# I made a funny



## LiLi (Aug 19, 2005)

WHY WAS BACH LOOKING FOR A JOB?




BECAUSE HE WAS BAROQUE!!


GET IT?? baroque, sounds like broke - no money, needs a job....ya im a dork. That was actually my boyfriend's joke. i thought it was clever.


----------



## Scottie (Apr 28, 2006)

*groan*


----------



## gmixstudios (Apr 27, 2006)

ppphhhhaaaarrrrrt


----------



## 4/4player (Nov 17, 2006)

gmixstudios..I find those dirty jokes inappropiate in this type of forum=(.....

Anyway, I found that Bach joke to be really funny.....I fell off my chair laughing when I read that joke for the first time!=)
Got any more classical music jokes, LiLi?=)

4/4player


----------



## Hexameron (Oct 7, 2006)

4/4player - This thread is over a year old. gmixstudios (judging from his 5 posts) probably doesn't even frequent the forums anymore.


----------



## Mr Salek (Apr 11, 2006)

Why wasn't Beethoven looking for a job?
Because he preferred to work freelance.
Factual not funny.


----------



## EddieRUKiddingVarese (Jan 8, 2013)

arrrrrrrrrrrrh .


----------



## ldiat (Jan 27, 2016)

EddieRUKiddingVarese said:


> arrrrrrrrrrrrh .


pirates think there for they arrrrrrrrrrrrh 
(please close this thread)


----------



## EddieRUKiddingVarese (Jan 8, 2013)

Bach was just waiting for the Mahler to arrive


----------



## Razumovskymas (Sep 20, 2016)

Searching the history of TC in lack of interesting discussions?


----------



## eugeneonagain (May 14, 2017)

Razumovskymas said:


> Searching the history of TC in lack of interesting discussions?


The déjà vu I experience when reading between historical threads and current ones tells me they weren't so uniquely profound in comparison. All threads just seem so when you encounter or participate in them the first time around. The second time people cut and paste. The third time onwards you see posts like: everything was marvellous when [insert mythical ex-poster] was here!


----------



## Heck148 (Oct 27, 2016)

Why did JS Bach father so many children?? 20....

Because his _organ_ didn't have any stops!!

[yuck, yuck, chortle, chortle] :devil:


----------



## EddieRUKiddingVarese (Jan 8, 2013)

But had a great sustain


----------



## MarkW (Feb 16, 2015)

Why couldn't Beethove find his music teacher?




Because he was Haydn. ?


----------



## EddieRUKiddingVarese (Jan 8, 2013)

^at the North or South Pole?


----------



## Captainnumber36 (Jan 19, 2017)

Mozart was Bach-in' off Beethoven cuz' he couldn't Handel Odes of Joy; true art that praises brotherhood.


----------



## Phil loves classical (Feb 8, 2017)

Back, Handle and Hidin' puns are killing me.

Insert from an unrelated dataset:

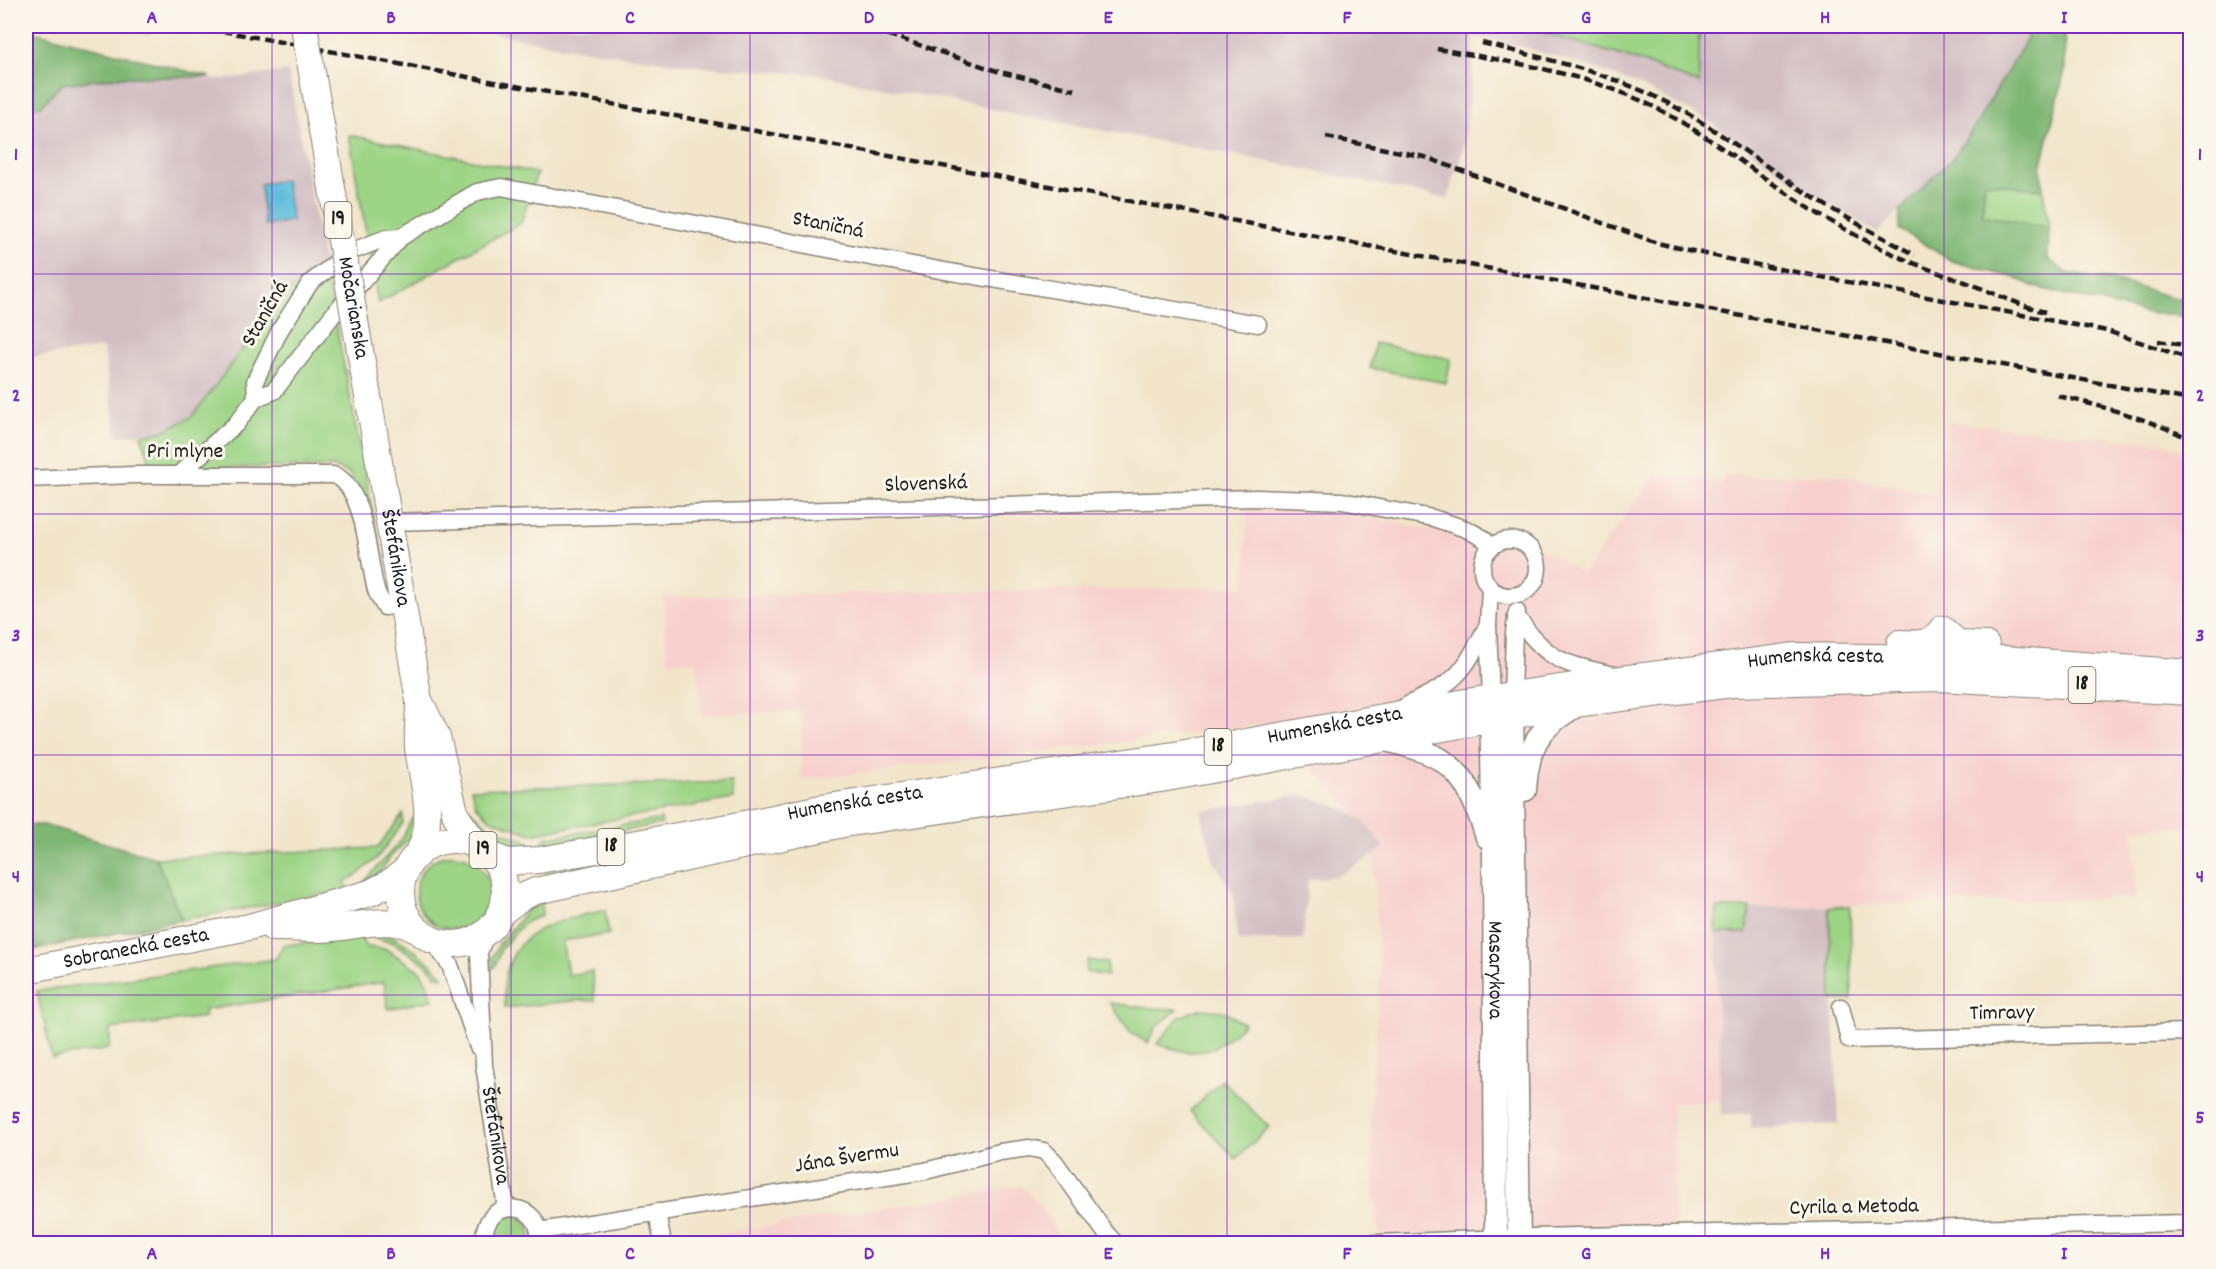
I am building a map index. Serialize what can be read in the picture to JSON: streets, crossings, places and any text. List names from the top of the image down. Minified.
{"streets":{"main road":["19","Močarianska","Štefánikova","Humenská cesta","18","Sobranecká cesta","Masarykova"],"street":["Staničná","Pri mlyne","Slovenská","Timravy","Jána Švermu","Cyrila a Metoda"]},"crossings":[["19","Štefánikova"],["19","Humenská cesta"],["19","Sobranecká cesta"],["Staničná","Pri mlyne"],["Močarianska","Štefánikova"],["Pri mlyne","Štefánikova"],["Slovenská","Štefánikova"],["Štefánikova","Humenská cesta"],["Štefánikova","Sobranecká cesta"],["Humenská cesta","Sobranecká cesta"],["Humenská cesta","Masarykova"],["Masarykova","Cyrila a Metoda"]],"grid":{"columns":["A","B","C","D","E","F","G","H","I"],"rows":["1","2","3","4","5"]}}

Any other ones?


----------



## EddieRUKiddingVarese (Jan 8, 2013)

Telemann he drives a Vustin and you can bach he wears a Hartmann AmadeUsa


----------



## Captainnumber36 (Jan 19, 2017)

Mozart made fine art but Mahler's was Baller.


----------



## Phil loves classical (Feb 8, 2017)

Schumann! Don botha me!


----------



## Phil loves classical (Feb 8, 2017)

We better not make the trade there, it's Copland.


----------



## Phil loves classical (Feb 8, 2017)

Atterberg! For bringin down the Titanic


----------



## Captainnumber36 (Jan 19, 2017)

Wolfgang's Gang Ba*g!

:devil:


----------



## Phil loves classical (Feb 8, 2017)

We must bring you to safety, Your Hovhaness!


----------



## EddieRUKiddingVarese (Jan 8, 2013)

Weill Stormy Weber Danielis Trumbauer


----------



## Phil loves classical (Feb 8, 2017)

No, no! That song wasn't on his 2nd album, it was on his Debussy?


----------



## EddieRUKiddingVarese (Jan 8, 2013)

All of Bach (and down the front Society)


----------



## christomacin (Oct 21, 2017)

My name is Emanuel and I have an Ax to grind. To be perfectly Franck, people who use composer names to make bad puns are Bloch heads. Ignorance is Bliss, I guess. What a bunch of silly Rott. What a bunch of Bull. There outta be Lawes against such things. It's a real turn Orff. I don't Halffter put up with this, and I want no Pärt in such activities. You'd have to be a real Crumb to do something like that. How do parents Foster such children? I always put such people on my Scheidt Liszt! Such people should be locked up in a Cage. Locke 'em up and throw away the key. I give people like that the Byrd. They really Suk. I wish they would talk a long walk off a short Bridge. I haven't been this Sor in a long Weill. It nearly made me Blow a Piston. I just can't Handel it anymore and I won't sit Still for it. I hope Kathleen is ready for Battle. I'd like to Popper in the jaw, Mahler within an inch of her life, throw her through a plate of Glass, stomp on her Foote, make her feel some Paine. I can Parry anything she throws at me. I'm not the sort of person who Bax off from a fight, either, so there's no point in Haydn from me. I won't Bruch any resistance and I have no Fux left to give. OK, maybe I'd better Zimmer down and take my mind off this. I could Rattle on like this all day if I'm not careful. I could really start to unRavel. Maybe I'll take a walk in Duparc, or go to the Beach, or have a nice warm bowl of Suppé and a dry Martini, or go to the Barber, or just go Chopin at Best Brandts Buys. Hopefully, I'll feel better when I get Bach. I'll just have to try and Karajan as if nothing had happened. I know it's a tough Szell and it won't be Ysaÿe, but I'll try.


----------



## christomacin (Oct 21, 2017)

Heck148 said:


> Why did JS Bach father so many children?? 20....
> 
> Because his _organ_ didn't have any stops!!
> 
> [yuck, yuck, chortle, chortle] :devil:


The only one of Bach's children who didn't become a composer was Carl Philipp Adolf Bach (C.P.A. Bach) who decided on a career as a certified pubic accountant. His family never forgave him for this.


----------



## ZJovicic (Feb 26, 2017)

What each of musical periods want (sort of):

Medieval: I want to worship God!
Renaissance: I want to have fun!
Baroque: I want to transcend reality and connect with God!
Classical: Only music interests me! I want to make music!
Romanticism: I want to make drama!
XX century: I want to be smart!
XXI century: I don't know what I want.


----------



## EddieRUKiddingVarese (Jan 8, 2013)

Unsuk Chin could not Handel Supply Belcher without Lord Berners


----------